L'avènement des démocraties de masse, au milieu du XIXe siècle, marque la grande
mutation de notre espace public politique. Tout d'abord, la différence claire, « grecque », entre
le public et le privé s'est largement diluée dans l'élément « social ». Ensuite, le « règne de la
critique » paraît subverti par un « règne de l'opinion ». Tocqueville dénonçait même un
véritable despotisme de la majorité.5 Surtout, le concept d'« opinion publique » change de sens :
il ne s'agit plus de cette opinion éclairée dont parlait Siéyès, et qu'il tenait à distinguer de la
masse confuse des avis et préjugés en vigueur chez une plèbe encore largement inculte.6
L'« opinion publique » n'est plus ce concept hérité des Lumières, concept normatif d'une
opinion (idéalement) formée à la raison. Elle désigne plutôt la masse segmentée d'avis privés où
s'expriment des intérêts divisés, voire conflictuels.

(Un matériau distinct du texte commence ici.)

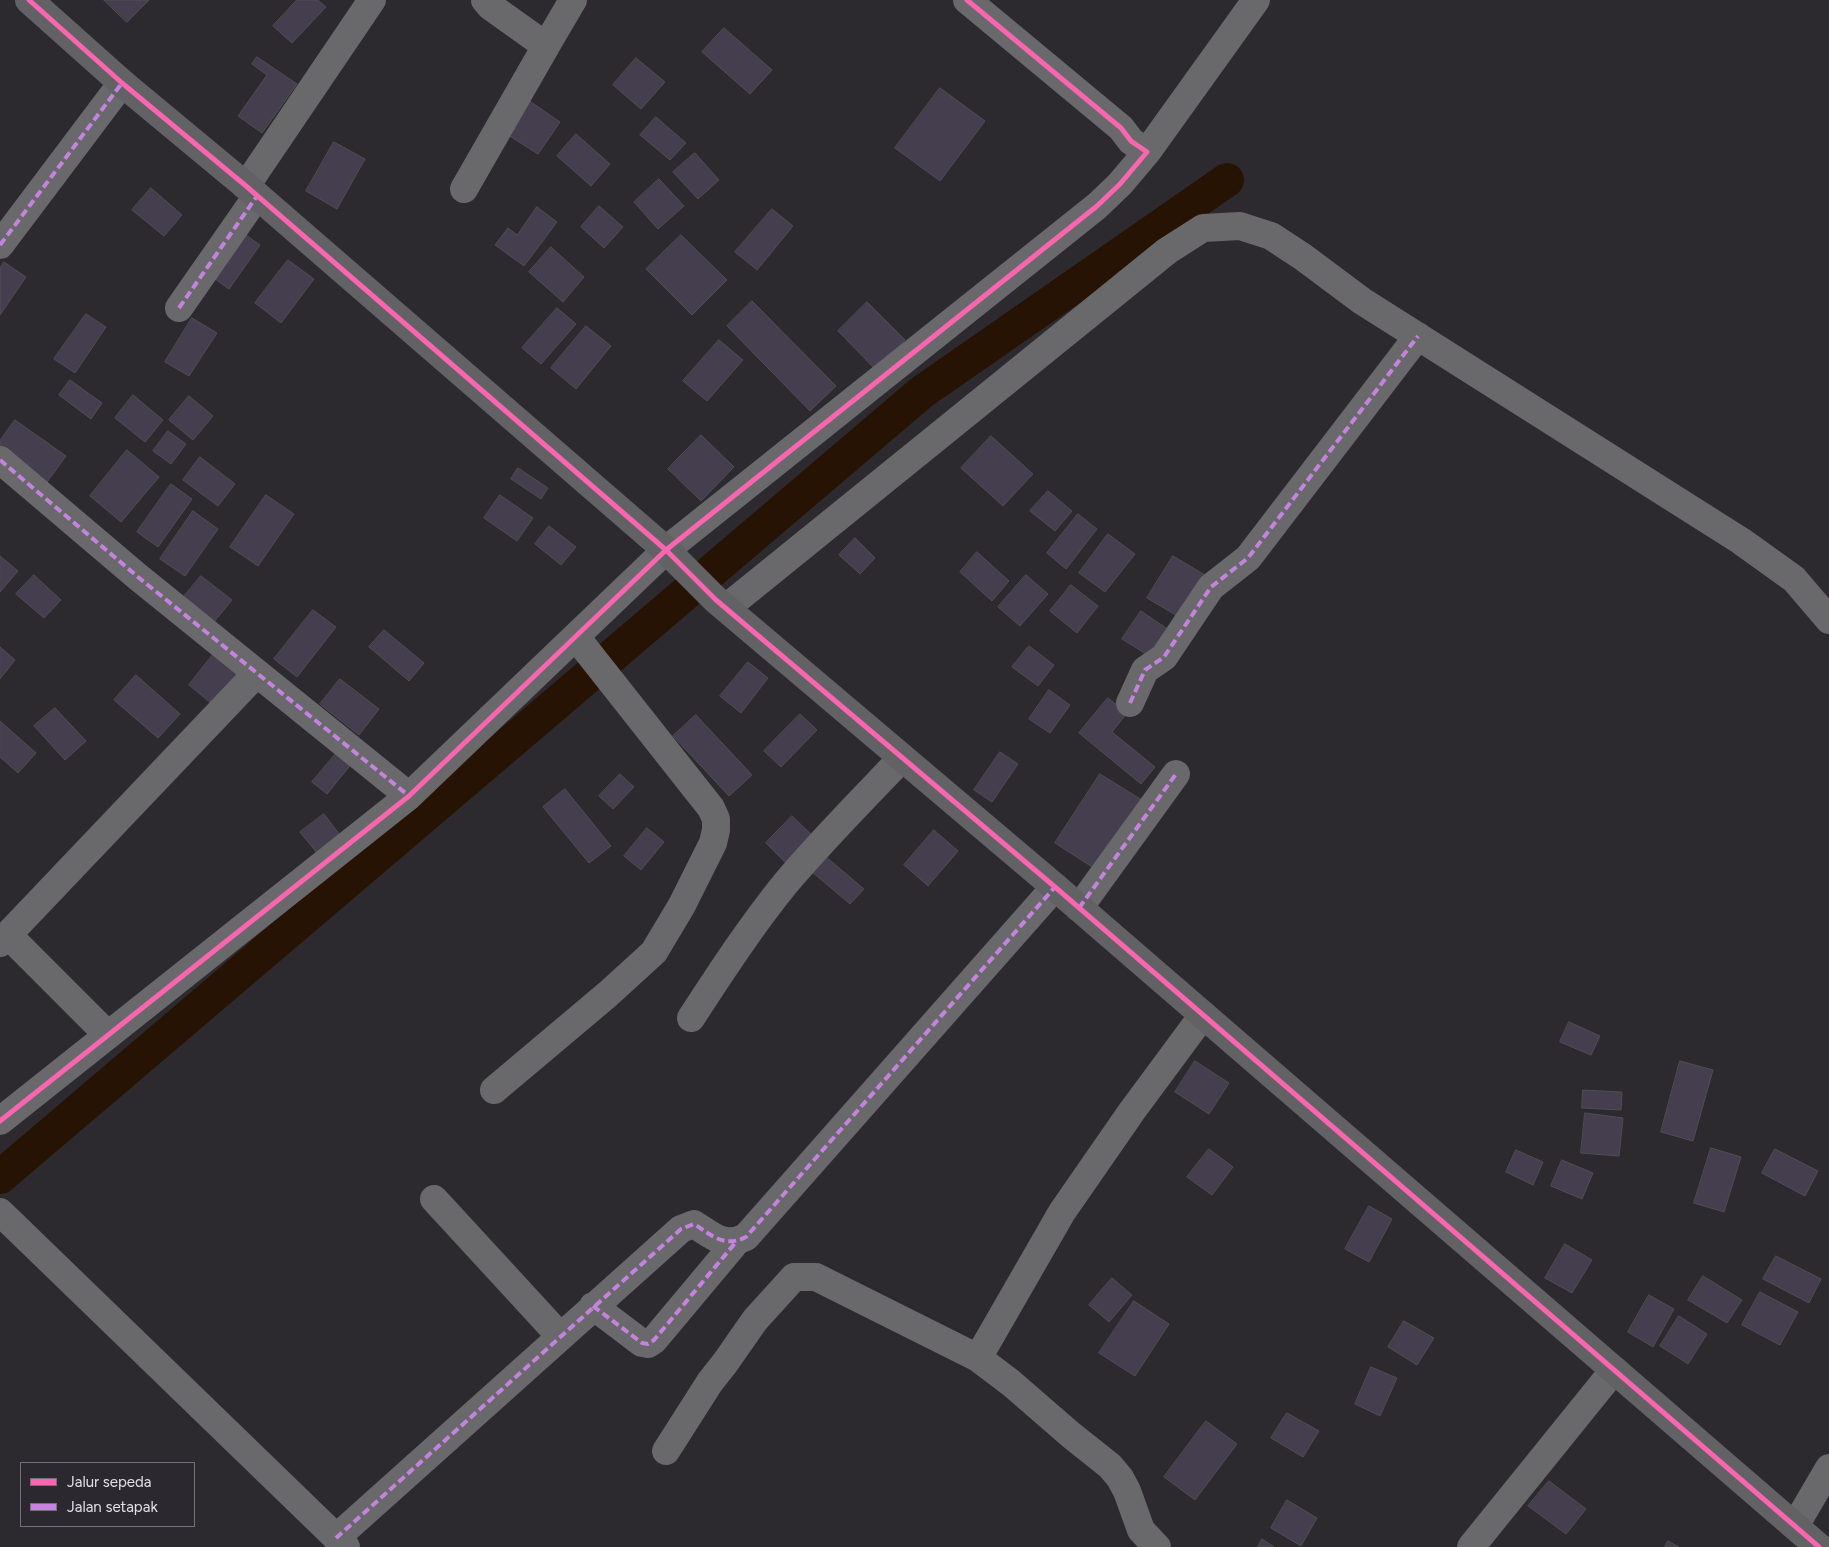 <!DOCTYPE html>
<style>
body{margin:0}
#map{position:relative;width:1829px;height:1547px;overflow:hidden;background:#2c2a2e;font-family:Figtree,sans-serif}
canvas{display:block}
.legend{position:absolute;left:20px;top:1462px;width:175px;height:65px;box-sizing:border-box;background:#2b2830;border:1px solid #747278;margin:0;padding:6px 9px;list-style:none;font-size:15px;color:#e2e0e5}
.legend li{display:flex;align-items:center;gap:10px;height:25px}
.legend b{width:25px;border:1px solid #747278}
</style>
<div id="map">
<canvas width="1829" height="1547"></canvas>
<ul class="legend">
<li><b style="height:6px;background:#f766af"></b>Jalur sepeda</li>
<li><b style="height:6px;background:#c483df"></b>Jalan setapak</li>
</ul>
</div>
<script>
const c = document.querySelector('canvas').getContext('2d');
c.lineJoin = 'round';
function trace(path, color, width, dash) {
  c.strokeStyle = color;
  c.lineWidth = width;
  c.lineCap = dash ? 'butt' : 'round';
  c.setLineDash(dash || []);
  c.stroke(path);
}
function fillPath(path, color) {
  c.fillStyle = color;
  c.fill(path, 'evenodd');
}
trace(new Path2D(`
 M0 1177 922 392 1227 180`), '#271304', 34);
const building = new Path2D(`
 M104 0H149L127 22Z
 M297 0H318L326 7 292 43 273 26Z
 M724 28 772 70 750 94 702 52Z
 M257 57 297 84 262 133 238 116 267 75 252 64Z
 M636 58 665 82 641 109 613 85Z
 M940 88 985 121 940 181 895 148Z
 M528 100 560 122 538 154 505 133Z
 M656 117 686 143 670 160 640 135Z
 M576 134 610 164 591 186 557 156Z
 M334 142 365 159 337 209 306 191Z
 M695 153 719 180 698 199 673 172Z
 M659 179 684 206 658 229 634 202Z
 M151 188 182 215 164 236 132 210Z
 M599 206 623 227 604 248 581 227Z
 M537 207 557 222 524 266 495 245 508 228 517 235Z
 M772 209 793 226 757 270 735 252Z
 M243 233 260 245 229 289 211 276Z
 M681 235 727 280 692 315 646 269Z
 M551 247 584 277 563 302 529 272Z
 M288 260 314 279 281 323 255 303Z
 M4 262 26 277 0 315V268Z
 M752 301 836 386 810 411 727 326Z
 M867 302 905 340 875 369 838 331Z
 M557 308 576 324 541 364 522 348Z
 M86 314 106 327 75 373 54 359Z
 M192 318 217 333 189 376 165 362Z
 M586 326 611 346 576 389 551 368Z
 M719 340 743 360 707 401 683 381Z
 M70 380 102 403 91 419 59 395Z
 M133 395 163 420 145 442 115 418Z
 M189 396 213 416 193 440 169 420Z
 M15 420 66 456 47 482 0 448V441Z
 M168 431 186 444 171 464 153 451Z
 M701 435 734 467 701 501 668 469Z
 M991 436 1033 474 1003 506 961 468Z
 M127 450 159 477 121 522 90 496Z
 M200 457 235 484 218 506 183 480Z
 M518 468 548 488 541 499 511 479Z
 M171 484 192 499 158 547 137 532Z
 M1048 491 1072 511 1055 531 1030 511Z
 M266 495 294 514 258 566 230 547Z
 M500 495 533 518 517 541 484 518Z
 M193 511 218 529 185 576 160 559Z
 M1078 514 1097 529 1066 569 1047 553Z
 M549 526 576 547 561 565 535 544Z
 M1108 534 1135 554 1105 592 1079 573Z
 M855 538 875 558 860 574 839 555Z
 M977 552 1009 581 992 601 960 572Z
 M0 556 18 571 0 592Z
 M1173 556 1205 575 1179 617 1147 598Z
 M34 575 61 600 44 618 16 594Z
 M1026 575 1048 594 1020 626 998 607Z
 M201 576 232 600 213 623 182 599Z
 M1071 585 1098 606 1077 633 1050 611Z
 M313 610 336 627 297 677 274 659Z
 M1141 611 1169 630 1151 657 1122 639Z
 M384 630 424 663 409 681 369 647Z
 M1029 646 1054 665 1038 686 1012 667Z
 M0 647 15 660 0 679Z
 M216 651 244 673 217 708 189 685Z
 M748 662 768 678 741 713 720 696Z
 M136 675 180 714 158 738 114 700Z
 M340 679 379 709 359 735 320 704Z
 M1049 690 1070 705 1050 733 1029 719Z
 M1108 698 1127 713 1112 732 1155 767 1141 784 1079 733Z
 M55 708 86 741 65 760 34 726Z
 M800 714 817 730 781 767 764 751Z
 M696 715 752 775 729 796 673 736Z
 M0 721 36 753 18 773 0 757Z
 M339 750 353 762 327 794 312 782Z
 M1000 752 1018 764 992 802 974 790Z
 M620 774 634 787 613 809 599 796Z
 M1100 774 1145 802 1100 872 1055 843Z
 M565 789 611 846 589 863 543 807Z
 M324 814 340 835 317 853 300 832Z
 M792 816 816 839 789 866 766 843Z
 M647 828 664 842 641 870 624 856Z
 M934 830 958 851 928 886 904 865Z
 M825 856 864 889 850 904 811 871Z
 M1569 1022 1600 1036 1591 1055 1560 1042Z
 M1195 1061 1229 1083 1209 1114 1175 1092Z
 M1680 1061 1713 1070 1693 1141 1661 1132Z
 M1583 1090 1622 1092 1621 1110 1582 1108Z
 M1585 1113 1623 1118 1619 1156 1581 1153Z
 M1711 1148 1741 1157 1724 1212 1694 1203Z
 M1209 1149 1233 1167 1212 1195 1187 1177Z
 M1775 1149 1818 1171 1805 1196 1762 1173Z
 M1516 1150 1543 1162 1533 1185 1506 1172Z
 M1562 1160 1593 1173 1582 1199 1551 1186Z
 M1369 1206 1392 1219 1369 1262 1345 1249Z
 M1565 1244 1592 1260 1572 1293 1545 1278Z
 M1776 1256 1821 1279 1809 1303 1763 1279Z
 M1703 1276 1742 1300 1727 1323 1688 1300Z
 M1112 1278 1132 1295 1109 1322 1089 1305Z
 M1760 1292 1798 1312 1780 1345 1742 1325Z
 M1649 1295 1674 1309 1653 1347 1628 1332Z
 M1134 1301 1169 1324 1135 1376 1099 1353Z
 M1679 1316 1707 1334 1688 1364 1660 1346Z
 M1404 1321 1434 1338 1417 1365 1388 1347Z
 M1371 1367 1397 1378 1380 1416 1355 1404Z
 M1287 1413 1319 1431 1303 1457 1271 1438Z
 M1206 1421 1237 1444 1195 1500 1164 1477Z
 M1549 1481 1586 1509 1566 1534 1528 1506Z
 M1287 1500 1317 1518 1301 1546 1271 1528Z
 M1262 1539 1274 1547H1258Z
 M1668 1541 1679 1547H1665Z`);
fillPath(building, '#453e4e');
trace(building, '#4f4e51', 1);
trace(new Path2D(`
 M546 46 573 0
 M1147 152 1256 0
 M246 186 372 0
 M464 189 546 46 490 6 485 0
 M0 245 122 83
 M179 308 257 196
 M0 460 138 577 409 796
 M726 608 1167 251 1203 228 1240 226 1271 236 1303 257 1362 301 1741 541 1794 579 1829 620
 M1130 703 1145 670 1164 657 1211 587 1248 558 1418 336
 M1079 908 1176 774
 M8 935 108 1035
 M0 943 257 673
 M691 1018C721 972 751 926 785 884 822 840 863 799 902 758
 M494 1090 608 994 654 952 682 905 713 843 716 830V819L711 808 576 637
 M0 1121 409 796 666 550 1097 206 1120 184 1147 152 1131 141 1121 128 967 0
 M434 1199 560 1336
 M0 1212 346 1547
 M593 1306 642 1343 648 1344 654 1340 736 1242
 M978 1358 1062 1212 1132 1111 1203 1015
 M666 1451 710 1382 725 1363 755 1320 794 1277H816L978 1358 1011 1383 1071 1435 1110 1466 1120 1478 1127 1491 1141 1530 1157 1547
 M1795 1526 1829 1468
 M336 1538 681 1229 694 1224C713 1236 724 1248 746 1237L1055 887
 M1471 1547 1614 1370`), '#69686a', 28);
trace(new Path2D(`
 M29 0 122 83 246 186 666 550 716 600 1055 887 1819 1547`), '#626164', 28);
trace(new Path2D(`
 M0 245 122 83
 M179 308 257 196
 M0 460 138 577 409 796
 M1130 703 1145 670 1164 657 1211 587 1248 558 1418 336
 M1079 908 1176 774
 M593 1306 642 1343 648 1344 654 1340 736 1242
 M336 1538 681 1229 694 1224C713 1236 724 1248 746 1237L1055 887`), '#c483df', 4, [8, 4]);
trace(new Path2D(`
 M29 0 122 83 246 186 666 550 716 600 1055 887 1819 1547
 M0 1121 409 796 666 550 1097 206 1120 184 1147 152 1131 141 1121 128 967 0`), '#f766af', 5);
</script>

C'est d'ailleurs ce concept d'« opinion
publique » qui, ultérieurement, sera repris implicitement par les grands instituts de sondage. Il
s'ensuit que le caractère public de l'opinion, c'est-à-dire sa représentation institutionnalisée
dans la Presse et au Parlement, ne peut plus comme avant être identifiée à quelque chose comme
une « volonté générale » digne de ce nom.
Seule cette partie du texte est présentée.